First and foremost, what is Slow Money? Many of you have probably heard of the slow food movement, which began in Italy (growing out of a protest against the construction of a McDonald's)--a movement aimed against the widespread fast food culture in which we exist. A movement designed to slow down that process so that we pay more attention to what we eat and, most importantly of all, from whom and from where it came. Slow Money works out of that same ethos, applying it to the financial system. The Slow Money Alliance (with the apt acronym SMALL--hearkening back to E. F. Schumacher's "Small is Beautiful: Economics as if People Mattered") is positioning itself to revolutionize the financing of sustainable agriculture. As it stands, of the $500 billion given out by private foundations each year, only 1/100 of 1% goes to sustainable food enterprises (only $50 million--I'll do the math for you). The Slow Money Alliance is aiming at getting 1 million investors to donate 1% of their assets to what sounds like an Americanized version of microfinance. This would create a whole new stream of money devoted solely to changing the food system.

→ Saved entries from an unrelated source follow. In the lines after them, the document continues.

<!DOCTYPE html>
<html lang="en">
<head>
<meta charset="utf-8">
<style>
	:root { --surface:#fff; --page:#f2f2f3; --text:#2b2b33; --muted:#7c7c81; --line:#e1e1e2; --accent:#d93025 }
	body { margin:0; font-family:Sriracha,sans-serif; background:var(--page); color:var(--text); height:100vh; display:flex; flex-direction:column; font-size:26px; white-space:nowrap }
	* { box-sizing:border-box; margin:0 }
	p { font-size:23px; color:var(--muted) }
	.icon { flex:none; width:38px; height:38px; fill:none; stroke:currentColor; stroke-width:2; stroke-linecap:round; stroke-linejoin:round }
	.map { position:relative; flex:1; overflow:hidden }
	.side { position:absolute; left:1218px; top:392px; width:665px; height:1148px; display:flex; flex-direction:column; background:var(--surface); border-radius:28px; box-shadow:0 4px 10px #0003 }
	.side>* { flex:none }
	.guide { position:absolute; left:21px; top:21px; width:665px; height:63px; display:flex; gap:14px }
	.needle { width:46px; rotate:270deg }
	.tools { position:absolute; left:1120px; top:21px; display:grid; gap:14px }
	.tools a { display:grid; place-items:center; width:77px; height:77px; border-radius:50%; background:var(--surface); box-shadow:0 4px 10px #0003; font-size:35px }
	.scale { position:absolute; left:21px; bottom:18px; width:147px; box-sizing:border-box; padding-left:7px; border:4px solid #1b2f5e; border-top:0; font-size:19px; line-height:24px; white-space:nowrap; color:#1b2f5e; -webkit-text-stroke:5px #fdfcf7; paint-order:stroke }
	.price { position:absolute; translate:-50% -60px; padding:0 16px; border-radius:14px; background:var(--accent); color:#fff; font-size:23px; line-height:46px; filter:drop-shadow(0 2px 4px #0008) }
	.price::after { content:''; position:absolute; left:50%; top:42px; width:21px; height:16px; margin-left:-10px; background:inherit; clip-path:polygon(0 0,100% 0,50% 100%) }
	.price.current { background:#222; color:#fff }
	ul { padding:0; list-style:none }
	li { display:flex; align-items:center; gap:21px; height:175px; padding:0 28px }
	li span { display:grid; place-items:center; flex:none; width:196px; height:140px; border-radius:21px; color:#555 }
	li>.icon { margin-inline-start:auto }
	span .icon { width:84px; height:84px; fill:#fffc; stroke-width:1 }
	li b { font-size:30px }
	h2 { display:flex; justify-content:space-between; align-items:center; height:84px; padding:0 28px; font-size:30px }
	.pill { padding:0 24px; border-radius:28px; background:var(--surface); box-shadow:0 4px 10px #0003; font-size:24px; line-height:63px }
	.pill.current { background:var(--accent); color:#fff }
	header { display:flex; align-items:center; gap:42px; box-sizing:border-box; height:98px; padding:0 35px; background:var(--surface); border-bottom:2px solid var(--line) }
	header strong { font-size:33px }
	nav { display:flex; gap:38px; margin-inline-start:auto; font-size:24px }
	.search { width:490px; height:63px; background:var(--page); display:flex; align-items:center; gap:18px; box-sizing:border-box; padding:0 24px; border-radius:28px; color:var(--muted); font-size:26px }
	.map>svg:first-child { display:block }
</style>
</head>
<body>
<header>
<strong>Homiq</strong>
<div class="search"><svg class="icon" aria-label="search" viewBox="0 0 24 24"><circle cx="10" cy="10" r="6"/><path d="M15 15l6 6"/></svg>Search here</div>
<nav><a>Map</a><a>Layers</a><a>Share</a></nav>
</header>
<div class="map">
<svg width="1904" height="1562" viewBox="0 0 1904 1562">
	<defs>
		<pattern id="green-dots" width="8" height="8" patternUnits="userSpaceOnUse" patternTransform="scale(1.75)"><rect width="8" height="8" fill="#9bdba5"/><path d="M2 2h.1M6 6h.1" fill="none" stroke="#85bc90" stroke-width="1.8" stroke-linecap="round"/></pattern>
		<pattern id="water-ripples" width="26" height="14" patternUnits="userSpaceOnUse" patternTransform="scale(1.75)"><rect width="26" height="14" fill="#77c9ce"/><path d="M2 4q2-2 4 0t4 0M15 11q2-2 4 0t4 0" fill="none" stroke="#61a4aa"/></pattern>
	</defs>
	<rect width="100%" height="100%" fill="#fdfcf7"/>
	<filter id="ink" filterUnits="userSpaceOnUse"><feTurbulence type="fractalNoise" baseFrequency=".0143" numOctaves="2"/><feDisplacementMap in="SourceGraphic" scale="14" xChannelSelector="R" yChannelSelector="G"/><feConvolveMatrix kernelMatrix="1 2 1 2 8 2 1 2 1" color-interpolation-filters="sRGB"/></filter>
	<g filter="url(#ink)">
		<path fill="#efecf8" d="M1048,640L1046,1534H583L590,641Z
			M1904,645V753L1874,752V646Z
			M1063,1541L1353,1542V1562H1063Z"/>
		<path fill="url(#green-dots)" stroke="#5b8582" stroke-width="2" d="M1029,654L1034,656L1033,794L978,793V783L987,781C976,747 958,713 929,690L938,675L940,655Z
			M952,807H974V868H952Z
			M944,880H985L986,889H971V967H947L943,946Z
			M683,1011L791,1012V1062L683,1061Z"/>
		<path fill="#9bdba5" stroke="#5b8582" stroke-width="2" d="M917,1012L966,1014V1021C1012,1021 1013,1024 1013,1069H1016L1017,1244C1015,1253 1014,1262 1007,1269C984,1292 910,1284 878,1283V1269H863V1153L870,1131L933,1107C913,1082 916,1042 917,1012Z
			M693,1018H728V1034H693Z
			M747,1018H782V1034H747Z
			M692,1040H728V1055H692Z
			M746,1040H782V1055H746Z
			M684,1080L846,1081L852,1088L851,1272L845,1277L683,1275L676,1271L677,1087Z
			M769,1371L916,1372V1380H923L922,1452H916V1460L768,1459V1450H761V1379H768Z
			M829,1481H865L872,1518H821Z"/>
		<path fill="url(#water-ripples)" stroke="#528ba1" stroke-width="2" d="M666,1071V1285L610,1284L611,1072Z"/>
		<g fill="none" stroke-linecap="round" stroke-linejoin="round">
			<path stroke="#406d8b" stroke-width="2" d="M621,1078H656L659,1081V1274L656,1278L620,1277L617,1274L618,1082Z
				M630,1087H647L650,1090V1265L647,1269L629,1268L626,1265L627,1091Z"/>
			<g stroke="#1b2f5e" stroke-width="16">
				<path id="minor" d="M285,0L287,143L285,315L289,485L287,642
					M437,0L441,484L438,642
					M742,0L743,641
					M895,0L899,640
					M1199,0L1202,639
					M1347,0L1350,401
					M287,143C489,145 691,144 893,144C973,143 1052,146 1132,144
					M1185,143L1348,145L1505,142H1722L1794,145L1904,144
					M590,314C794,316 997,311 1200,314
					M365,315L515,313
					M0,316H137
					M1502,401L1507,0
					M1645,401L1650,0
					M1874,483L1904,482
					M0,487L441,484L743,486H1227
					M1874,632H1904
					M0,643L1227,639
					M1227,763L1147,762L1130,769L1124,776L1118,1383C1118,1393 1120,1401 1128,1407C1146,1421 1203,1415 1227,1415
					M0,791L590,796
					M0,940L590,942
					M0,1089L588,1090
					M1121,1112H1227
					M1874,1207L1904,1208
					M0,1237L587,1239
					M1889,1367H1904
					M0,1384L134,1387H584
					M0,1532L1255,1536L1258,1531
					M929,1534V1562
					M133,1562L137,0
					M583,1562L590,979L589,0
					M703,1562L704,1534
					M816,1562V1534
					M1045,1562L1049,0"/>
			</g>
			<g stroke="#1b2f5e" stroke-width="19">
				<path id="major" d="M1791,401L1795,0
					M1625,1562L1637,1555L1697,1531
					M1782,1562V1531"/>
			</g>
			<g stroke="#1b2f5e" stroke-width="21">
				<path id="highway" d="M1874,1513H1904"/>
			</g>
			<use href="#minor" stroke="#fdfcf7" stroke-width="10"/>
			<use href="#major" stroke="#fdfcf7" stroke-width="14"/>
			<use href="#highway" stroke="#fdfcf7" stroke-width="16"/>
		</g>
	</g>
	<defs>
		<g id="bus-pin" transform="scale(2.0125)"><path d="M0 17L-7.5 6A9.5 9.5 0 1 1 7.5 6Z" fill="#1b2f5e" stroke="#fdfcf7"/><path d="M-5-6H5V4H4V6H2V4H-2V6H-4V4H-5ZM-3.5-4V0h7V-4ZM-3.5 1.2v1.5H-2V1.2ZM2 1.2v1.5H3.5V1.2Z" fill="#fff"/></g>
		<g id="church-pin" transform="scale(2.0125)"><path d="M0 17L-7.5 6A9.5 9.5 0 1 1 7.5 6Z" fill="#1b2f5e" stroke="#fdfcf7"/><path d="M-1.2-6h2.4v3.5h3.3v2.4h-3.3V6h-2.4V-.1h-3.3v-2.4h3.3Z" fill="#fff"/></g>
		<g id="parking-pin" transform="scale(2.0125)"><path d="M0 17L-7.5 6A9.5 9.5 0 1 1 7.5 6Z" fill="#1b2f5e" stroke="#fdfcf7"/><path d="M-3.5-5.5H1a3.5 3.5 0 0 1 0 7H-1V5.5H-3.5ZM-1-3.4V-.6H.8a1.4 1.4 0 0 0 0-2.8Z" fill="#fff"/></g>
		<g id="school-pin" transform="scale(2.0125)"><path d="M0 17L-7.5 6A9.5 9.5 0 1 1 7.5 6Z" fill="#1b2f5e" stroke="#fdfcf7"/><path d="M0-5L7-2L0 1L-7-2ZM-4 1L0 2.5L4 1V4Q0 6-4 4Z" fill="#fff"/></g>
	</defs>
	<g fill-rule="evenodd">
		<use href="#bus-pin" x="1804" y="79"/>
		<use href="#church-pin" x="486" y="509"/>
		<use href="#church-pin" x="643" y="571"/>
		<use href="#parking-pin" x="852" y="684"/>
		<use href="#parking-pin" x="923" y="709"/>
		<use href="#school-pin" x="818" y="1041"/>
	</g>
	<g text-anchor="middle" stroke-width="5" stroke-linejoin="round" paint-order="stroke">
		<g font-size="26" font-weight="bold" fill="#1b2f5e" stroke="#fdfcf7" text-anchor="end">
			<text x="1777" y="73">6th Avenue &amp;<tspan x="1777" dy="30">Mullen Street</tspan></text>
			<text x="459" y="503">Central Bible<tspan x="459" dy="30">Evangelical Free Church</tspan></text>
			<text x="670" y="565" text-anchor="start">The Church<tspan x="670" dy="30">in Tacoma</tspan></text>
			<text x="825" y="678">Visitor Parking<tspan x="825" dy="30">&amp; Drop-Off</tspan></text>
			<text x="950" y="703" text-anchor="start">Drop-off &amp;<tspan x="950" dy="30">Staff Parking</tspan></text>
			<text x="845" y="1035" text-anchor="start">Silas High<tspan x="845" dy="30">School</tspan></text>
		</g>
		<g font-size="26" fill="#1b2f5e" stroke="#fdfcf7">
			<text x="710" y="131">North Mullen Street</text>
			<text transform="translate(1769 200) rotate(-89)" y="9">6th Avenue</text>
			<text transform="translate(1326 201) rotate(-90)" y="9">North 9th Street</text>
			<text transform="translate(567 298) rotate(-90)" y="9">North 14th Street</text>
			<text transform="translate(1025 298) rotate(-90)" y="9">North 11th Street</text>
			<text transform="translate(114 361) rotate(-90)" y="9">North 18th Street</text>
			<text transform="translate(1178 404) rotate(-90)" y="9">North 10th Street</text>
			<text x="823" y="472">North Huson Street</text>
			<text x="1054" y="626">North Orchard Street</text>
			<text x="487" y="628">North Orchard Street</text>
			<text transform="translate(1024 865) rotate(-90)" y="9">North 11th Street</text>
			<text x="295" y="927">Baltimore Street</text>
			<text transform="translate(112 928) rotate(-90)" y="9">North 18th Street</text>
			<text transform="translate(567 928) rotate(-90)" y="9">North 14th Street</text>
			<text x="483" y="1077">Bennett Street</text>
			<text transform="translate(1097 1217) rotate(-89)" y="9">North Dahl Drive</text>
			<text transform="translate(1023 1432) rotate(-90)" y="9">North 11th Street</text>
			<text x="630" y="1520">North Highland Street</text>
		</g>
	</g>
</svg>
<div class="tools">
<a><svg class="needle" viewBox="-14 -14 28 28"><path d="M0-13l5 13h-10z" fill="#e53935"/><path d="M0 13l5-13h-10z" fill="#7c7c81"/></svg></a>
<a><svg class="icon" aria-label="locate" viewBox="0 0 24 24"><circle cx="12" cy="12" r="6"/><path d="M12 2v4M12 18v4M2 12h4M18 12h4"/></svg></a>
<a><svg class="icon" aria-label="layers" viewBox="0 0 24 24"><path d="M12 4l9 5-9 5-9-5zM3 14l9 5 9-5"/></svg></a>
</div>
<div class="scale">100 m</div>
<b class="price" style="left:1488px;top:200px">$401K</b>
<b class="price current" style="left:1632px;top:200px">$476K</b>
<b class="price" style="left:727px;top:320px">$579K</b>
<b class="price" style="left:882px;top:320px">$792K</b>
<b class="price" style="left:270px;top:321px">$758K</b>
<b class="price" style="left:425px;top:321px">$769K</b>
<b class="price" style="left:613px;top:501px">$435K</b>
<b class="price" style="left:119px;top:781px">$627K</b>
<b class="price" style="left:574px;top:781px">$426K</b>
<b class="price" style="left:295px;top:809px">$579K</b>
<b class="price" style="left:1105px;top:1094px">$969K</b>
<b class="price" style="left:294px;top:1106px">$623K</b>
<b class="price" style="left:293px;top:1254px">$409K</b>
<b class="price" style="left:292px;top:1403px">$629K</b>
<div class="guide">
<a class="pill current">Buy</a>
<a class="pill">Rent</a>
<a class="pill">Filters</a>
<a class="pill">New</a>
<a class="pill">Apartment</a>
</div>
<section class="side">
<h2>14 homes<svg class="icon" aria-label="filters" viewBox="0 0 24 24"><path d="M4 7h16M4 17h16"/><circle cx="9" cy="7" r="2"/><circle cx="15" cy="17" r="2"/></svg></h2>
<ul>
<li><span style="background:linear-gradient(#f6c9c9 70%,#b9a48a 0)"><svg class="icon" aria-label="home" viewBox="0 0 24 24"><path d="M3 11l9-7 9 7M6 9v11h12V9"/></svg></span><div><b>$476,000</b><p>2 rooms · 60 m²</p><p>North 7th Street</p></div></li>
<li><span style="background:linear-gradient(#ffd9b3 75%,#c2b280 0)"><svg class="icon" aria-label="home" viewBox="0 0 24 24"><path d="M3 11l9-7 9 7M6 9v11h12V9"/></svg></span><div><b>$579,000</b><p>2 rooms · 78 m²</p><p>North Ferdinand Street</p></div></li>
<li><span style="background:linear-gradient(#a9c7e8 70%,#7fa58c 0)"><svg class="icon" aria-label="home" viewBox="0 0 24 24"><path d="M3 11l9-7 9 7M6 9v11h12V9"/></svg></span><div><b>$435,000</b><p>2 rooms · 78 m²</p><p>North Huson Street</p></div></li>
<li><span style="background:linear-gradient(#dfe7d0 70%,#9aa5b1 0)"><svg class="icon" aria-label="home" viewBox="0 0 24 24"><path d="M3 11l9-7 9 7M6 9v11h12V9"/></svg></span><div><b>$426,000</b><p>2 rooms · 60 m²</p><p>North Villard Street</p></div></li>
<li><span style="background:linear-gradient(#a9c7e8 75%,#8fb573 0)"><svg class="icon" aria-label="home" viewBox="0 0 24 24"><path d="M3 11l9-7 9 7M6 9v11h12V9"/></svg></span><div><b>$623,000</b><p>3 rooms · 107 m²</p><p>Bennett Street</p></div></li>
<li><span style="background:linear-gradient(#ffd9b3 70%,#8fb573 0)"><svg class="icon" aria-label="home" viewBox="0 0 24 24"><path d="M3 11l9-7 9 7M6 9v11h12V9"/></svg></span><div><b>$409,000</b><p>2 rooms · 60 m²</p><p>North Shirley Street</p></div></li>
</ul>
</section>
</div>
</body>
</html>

Woody Tasch's lecture was very interactive--he enjoyed quizzing the audience about the statistics he was about to throw at us, many of which were alarming. Take a moment to consider these:
- Out of every $1 spent on food, only 9 cents goes back to the farmer.
- 70% of all grains end up in cars and livestock.
- 70% of antiobiotics go to animals (mainly via factory farming), not humans.
- China built more roads in 2008 than it did in the past 50 years
He brought up many good points throughout the talk (I would recommend checking out his recent book, "Inquiries into the Nature of Slow Money: Investing as if Food, Farms, and Fertility Mattered"--which is now in the bookstore-- or checking out the Slow Money principles). However, I want to quickly address one of them.
The 2nd statistic: Where does our food really end up? This is an important issue with which to grapple when one is going to defend organic farming. Critics will cite that the industrial system with pesticides and GMOs produces much more and that we could not possibly feed our population with organic farming. However, so much of the production, as is, is not going to feed our population. The corn that is heavily subsidized by the government is being fed to cows that can't digest it or transformed into the chemicals that you can't pronounce on the ingedient lists of processed foods. Imagine if all of that corn (grown organically) went from the farm to our plates.